I had to memorize a Shakespeare speech in high school as part of my English Literature class. The teacher ruled certain speeches off limits. He wanted no one to ruin his memory of Sir Laurence Olivier saying, “To be or not to be,” for example. But he also directed us to other speeches that were less known, but offered a challenge. The Friar’s speech about flowers in Romeo and Juliet, for example. He’d specifically pointed me to the speech of the Player King in Hamlet.

But, as we often see, against some storm,
A silence in the heavens, the rack stand still,
The bold winds speechless and the orb below
As hush as death, anon the dreadful thunder
Doth rend the region…

Seeing Allie’s eyes brought me to that moment. I didn’t know what to expect, but the suspense of that look took my breath away. There was a deep silence and I simply knew that something awe-inspiring was about to happen.

La Boheme, Puccini.”

I had no doubts that Allie had the chops to tackle an opera, but she’d been quoting the movie production and date of every musical she’d sung from so far and I couldn’t think of a movie version of La Boheme that had ever made it to the big screen.

Heavenly Creatures, 1994, as sung by Kate Winslet,” she supplied.

I saw her diaphragm contract and expand three times before the first sound issued from her throat.

Sono andati?

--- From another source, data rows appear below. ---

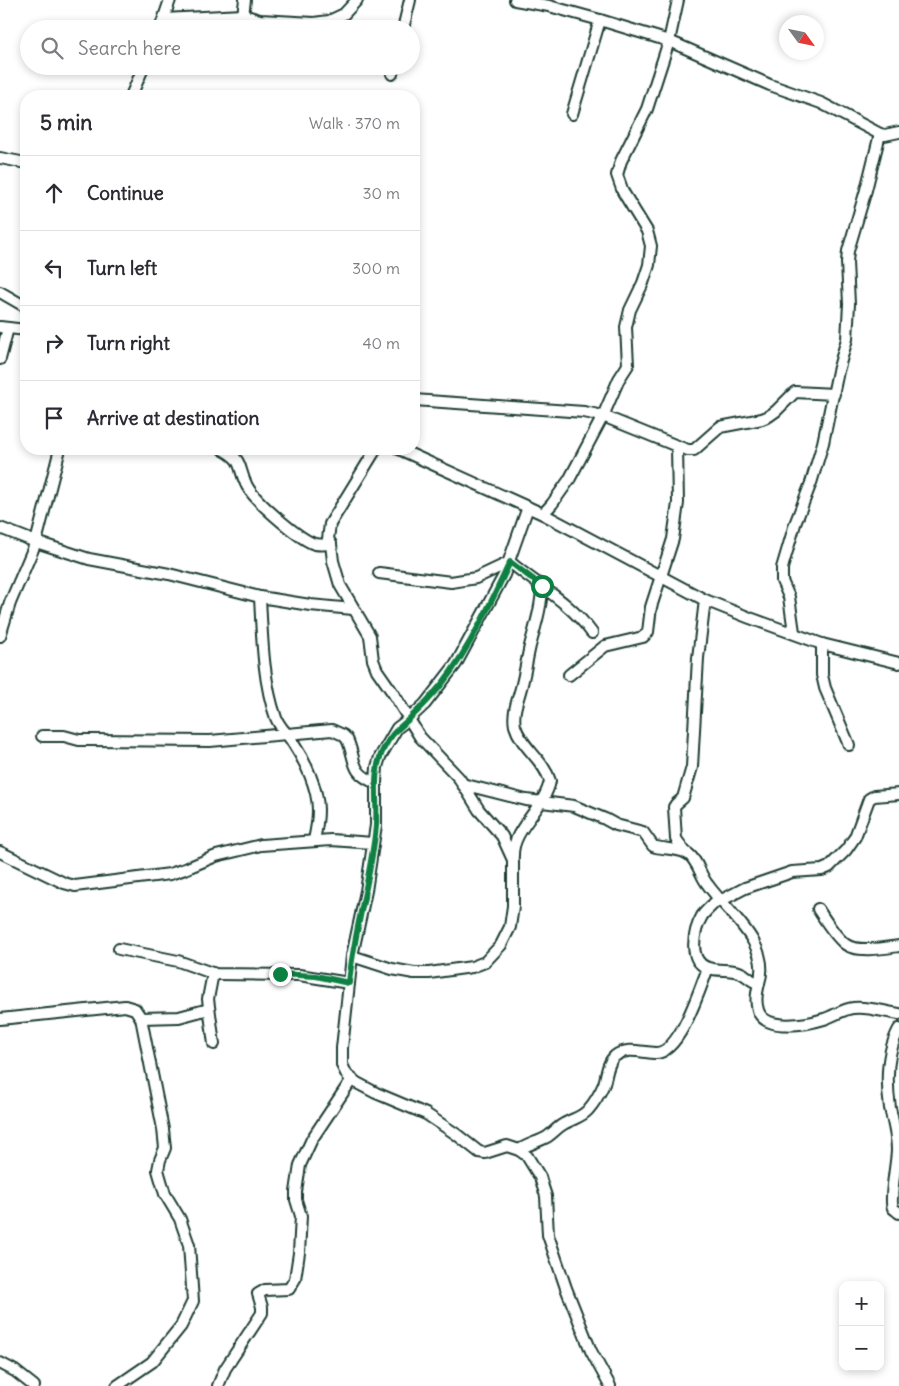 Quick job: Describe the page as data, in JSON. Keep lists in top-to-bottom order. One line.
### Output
{"north":"bottom right","page":{"search":"Search here","heading":["5 min","Walk · 370 m"],"list":[["Continue","30 m"],["Turn left","300 m"],["Turn right","40 m"],"Arrive at destination"],"map_buttons":["+","−"]}} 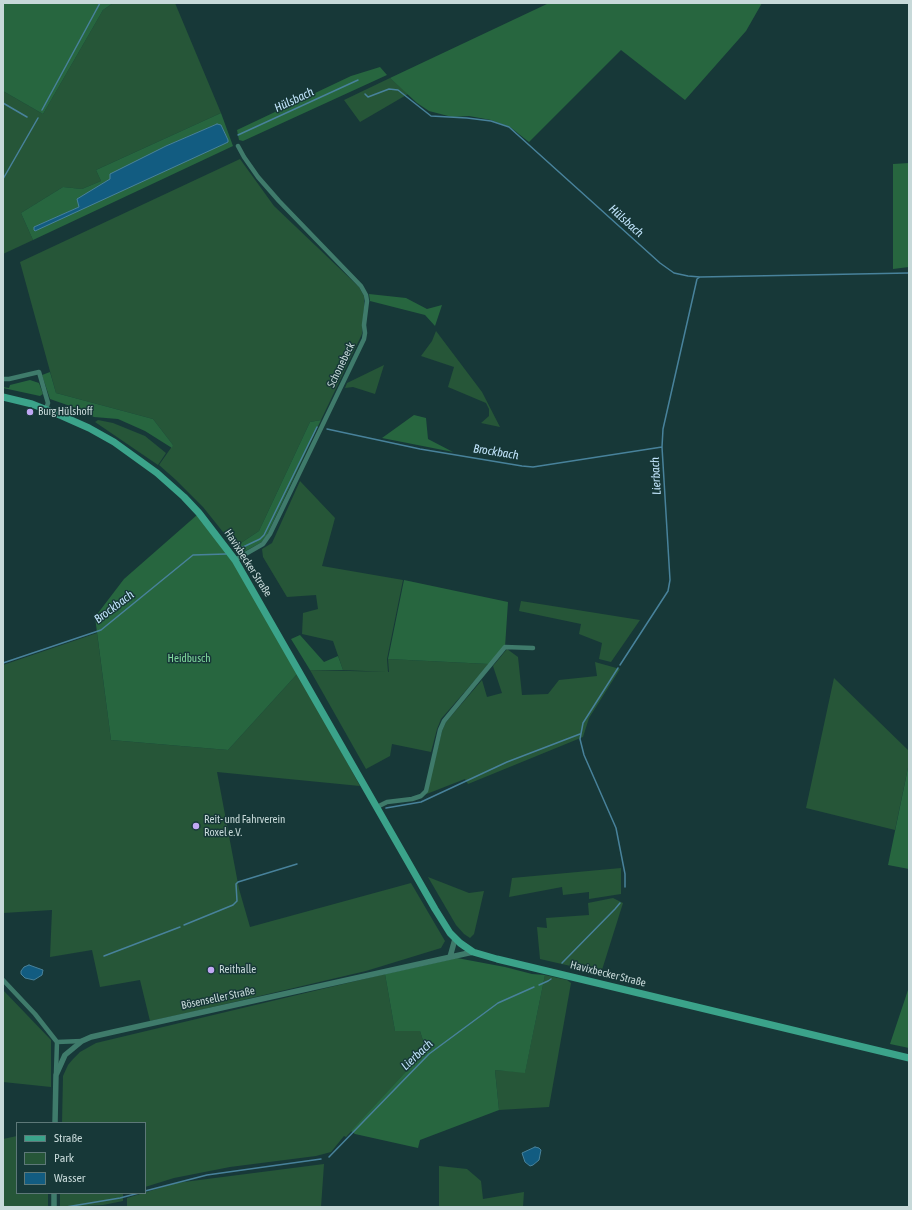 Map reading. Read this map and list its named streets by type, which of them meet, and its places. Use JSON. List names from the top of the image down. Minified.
{"streets":{"main road":["Havixbecker Straße"],"street":["Schonebeck","Bösenseller Straße"]},"crossings":[["Schonebeck","Havixbecker Straße"],["Havixbecker Straße","Bösenseller Straße"]],"water":["Hülsbach","Brockbach","Lierbach"],"parks":["Heidbusch"],"places":["Burg Hülshoff","Reit- und Fahrverein Roxel e.V.","Reithalle"],"legend":["Straße","Park","Wasser"]} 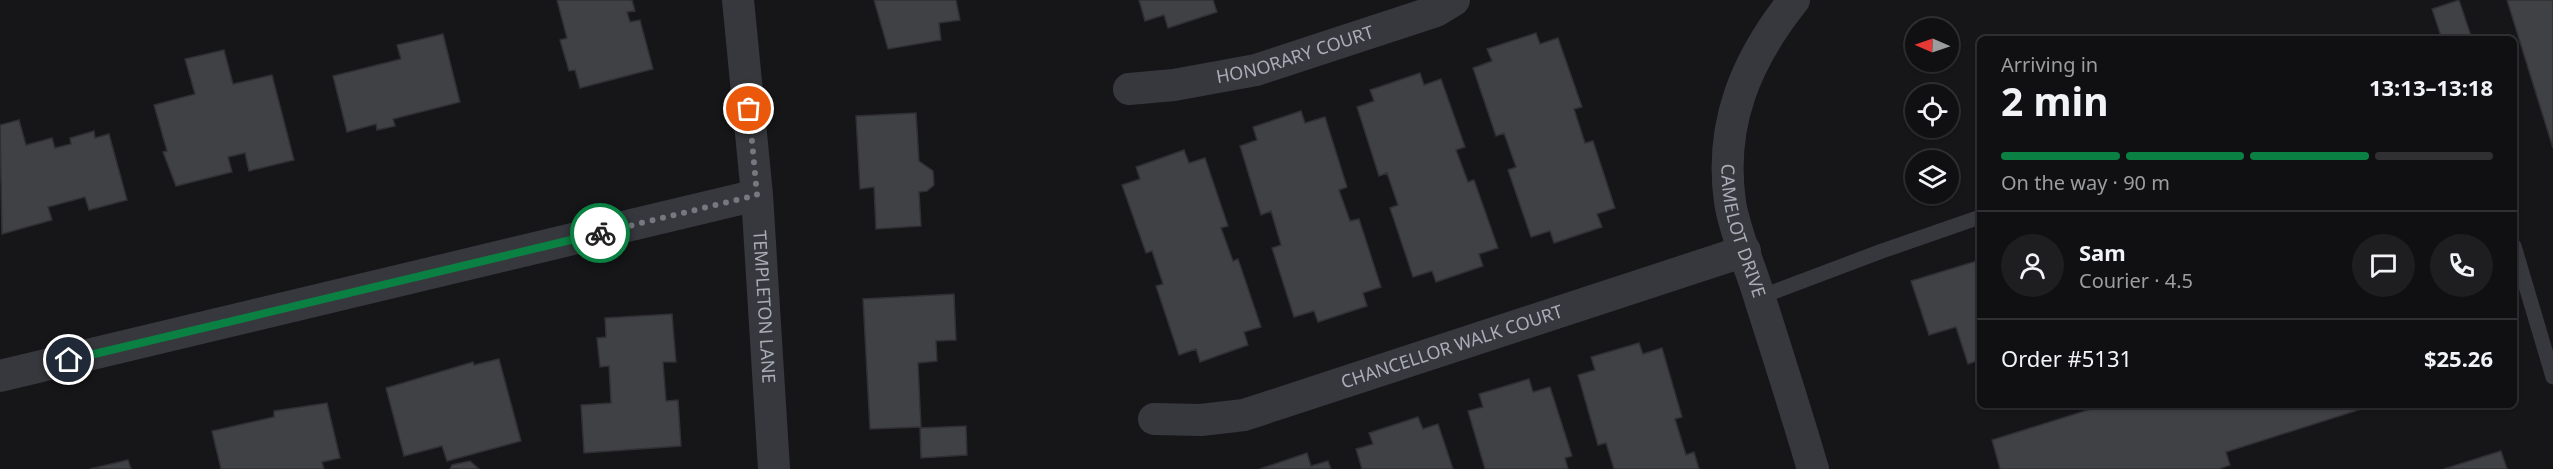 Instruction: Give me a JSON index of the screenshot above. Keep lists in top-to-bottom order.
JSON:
{
  "streets": {
    "street": [
      "HONORARY COURT",
      "CAMELOT DRIVE",
      "TEMPLETON LANE",
      "CHANCELLOR WALK COURT"
    ]
  },
  "crossings": [
    ["CAMELOT DRIVE", "CHANCELLOR WALK COURT"]
  ],
  "north": "left",
  "page": {
    "heading": ["2 min", "Arriving in", "13:13–13:18"],
    "panel": [
      "Sam",
      "Courier · 4.5",
      "Order #5131",
      "$25.26"
    ],
    "bar": "On the way · 90 m"
  }
} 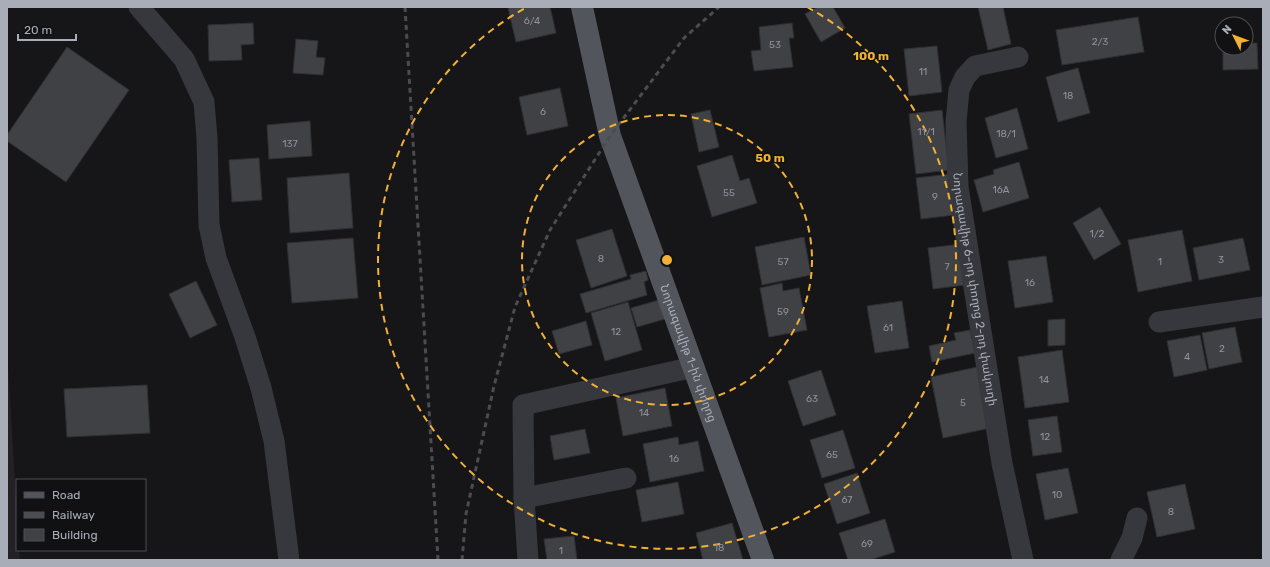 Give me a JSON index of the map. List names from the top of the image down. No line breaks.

Fingevo di dormire
perché volli con te sola restare.
Ho tante cose che ti voglio dire,
o una sola, ma grande come il mare,
come il mare profonda ed infinita...
Sei il mio amore e tutta la mia vita!

I had no idea what it meant, but the beautiful, plaintive tones filled the tiny hotel room and every corner of my heart. I almost forgot to draw as I was sucked into the depths of her eyes—my fingers taking over from my mind and capturing the mist that gathered there, the single tear that streaked from the corner of her eye down her cheek.

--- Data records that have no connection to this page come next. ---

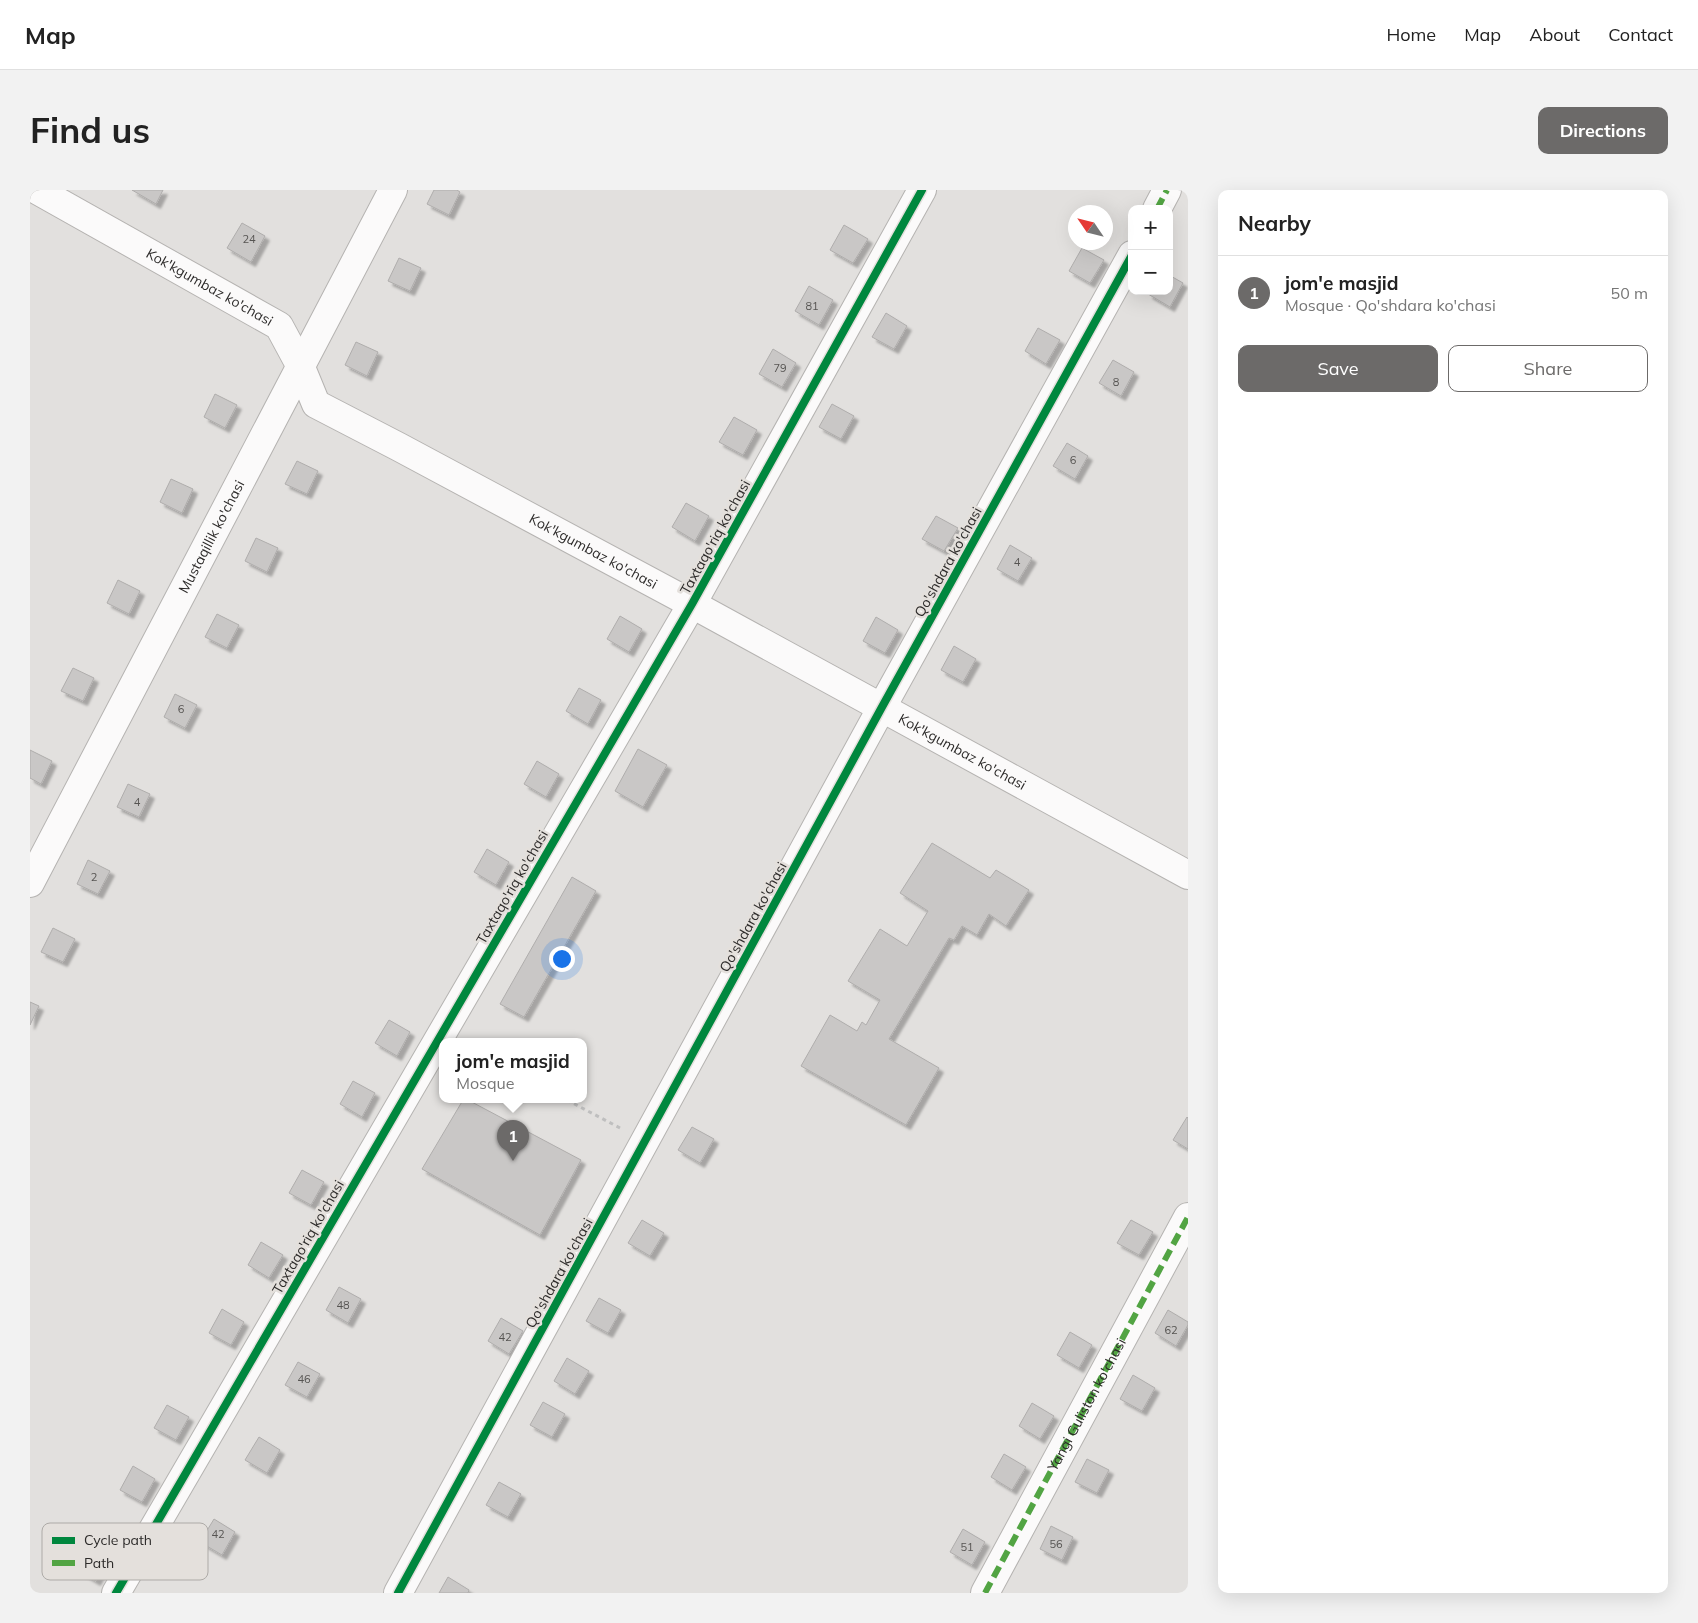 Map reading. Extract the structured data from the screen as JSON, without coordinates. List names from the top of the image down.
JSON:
{
  "streets": {
    "street": [
      "Kok'kgumbaz ko'chasi",
      "Mustaqillik ko'chasi",
      "Taxtaqo'riq ko'chasi",
      "Qo'shdara ko'chasi",
      "Yangi Guliston ko'chasi"
    ]
  },
  "crossings": [
    ["Kok'kgumbaz ko'chasi", "Mustaqillik ko'chasi"],
    ["Kok'kgumbaz ko'chasi", "Taxtaqo'riq ko'chasi"],
    ["Kok'kgumbaz ko'chasi", "Qo'shdara ko'chasi"]
  ],
  "house_numbers": [
    "24",
    "81",
    "79",
    "8",
    "6",
    "4",
    "6",
    "4",
    "2",
    "48",
    "62",
    "42",
    "46",
    "42",
    "56",
    "51"
  ],
  "legend": ["Cycle path", "Path"],
  "north": "top left",
  "page": {
    "header": "Map",
    "nav": [
      "Home",
      "Map",
      "About",
      "Contact"
    ],
    "buttons": [
      "Directions",
      ["Save", "Share"]
    ],
    "title": "Find us",
    "heading": "Nearby",
    "map_buttons": ["+", "−"],
    "list": [
      {
        "mark": "1",
        "name": "jom'e masjid",
        "note": "Mosque · Qo'shdara ko'chasi",
        "value": "50 m"
      }
    ],
    "popup": ["jom'e masjid", "Mosque"],
    "pins": "1"
  }
}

It was silent for a moment. We looked at each other, not wanting to move. Then, from outside our door we heard clapping and a man calling “Brava! Brava, Diva!”

The moment was lost and we both snorted.

“Tony, I don’t think I can hold this pose any longer.”

“Oh, Allie, I’m sorry!” I said. God! We’d been like this for over an hour. Her muscles must be killing her. I reached out my hand and lifted her up to a sitting position. As soon as she’d regained her equilibrium she stood facing me, still holding my hand, and still very, very naked.

“Tony, promise me something,” she said softly.

“If I can, you know I will,” I said. She pulled my hand to her pussy and pressed it there, not asking for anything but the external contact as she held her hand on mine. She pulled my other hand to her breast. It was almost like some formal oath-swearing and not—for all the locations I found my hands—not overtly sexual.

“Promise that when it’s right, you’ll make passionate love to me, Tony. Promise that on that day or night, whenever it is, that you won’t hold anything back.”

“I promise you, Allie. When it’s right, there will be no reservations,” I said. I kissed her lightly on the lips. She pulled back and looked at me with an evil gleam in her eye.

“Swear on the pussy,” she said in a low voice that could have come from a 1920s melodrama.

“I so swear,” I said, mimicking her tone and giving her mons a little squeeze. She laughed and dropped my hands.

“Look at the time, Tony!” she exclaimed. “If we don’t get out of here, your parents will think I kidnapped you!”